GIVEN ENTRIES>
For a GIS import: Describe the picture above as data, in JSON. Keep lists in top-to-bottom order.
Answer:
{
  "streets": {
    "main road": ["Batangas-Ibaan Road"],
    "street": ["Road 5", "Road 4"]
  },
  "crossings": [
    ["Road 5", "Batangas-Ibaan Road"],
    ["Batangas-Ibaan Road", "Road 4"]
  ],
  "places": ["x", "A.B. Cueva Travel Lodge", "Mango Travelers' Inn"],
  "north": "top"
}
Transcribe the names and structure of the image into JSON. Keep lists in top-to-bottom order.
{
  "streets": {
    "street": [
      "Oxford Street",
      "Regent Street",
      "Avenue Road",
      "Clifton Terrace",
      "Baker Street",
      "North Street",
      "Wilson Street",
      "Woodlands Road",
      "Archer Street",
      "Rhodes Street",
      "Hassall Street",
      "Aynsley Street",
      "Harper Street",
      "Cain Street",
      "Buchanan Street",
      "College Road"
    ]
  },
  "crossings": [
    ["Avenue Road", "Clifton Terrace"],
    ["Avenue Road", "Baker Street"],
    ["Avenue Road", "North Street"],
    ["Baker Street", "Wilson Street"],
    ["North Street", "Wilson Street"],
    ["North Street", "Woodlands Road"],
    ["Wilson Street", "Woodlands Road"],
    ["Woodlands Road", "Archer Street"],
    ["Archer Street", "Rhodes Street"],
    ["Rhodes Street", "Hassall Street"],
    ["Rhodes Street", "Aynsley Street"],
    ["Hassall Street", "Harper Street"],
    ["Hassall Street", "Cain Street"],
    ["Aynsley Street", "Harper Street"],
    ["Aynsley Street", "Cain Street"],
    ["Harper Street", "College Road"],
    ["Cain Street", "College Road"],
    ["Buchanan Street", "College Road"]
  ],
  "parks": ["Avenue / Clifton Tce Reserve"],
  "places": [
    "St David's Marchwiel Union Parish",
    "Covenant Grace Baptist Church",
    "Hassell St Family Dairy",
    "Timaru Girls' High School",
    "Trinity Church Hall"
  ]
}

AIM OF THE EXERCISE> When a line of the records above contains the string "Keep", count it once; then give the total and nothing else.

WRITTEN ANSWER> 2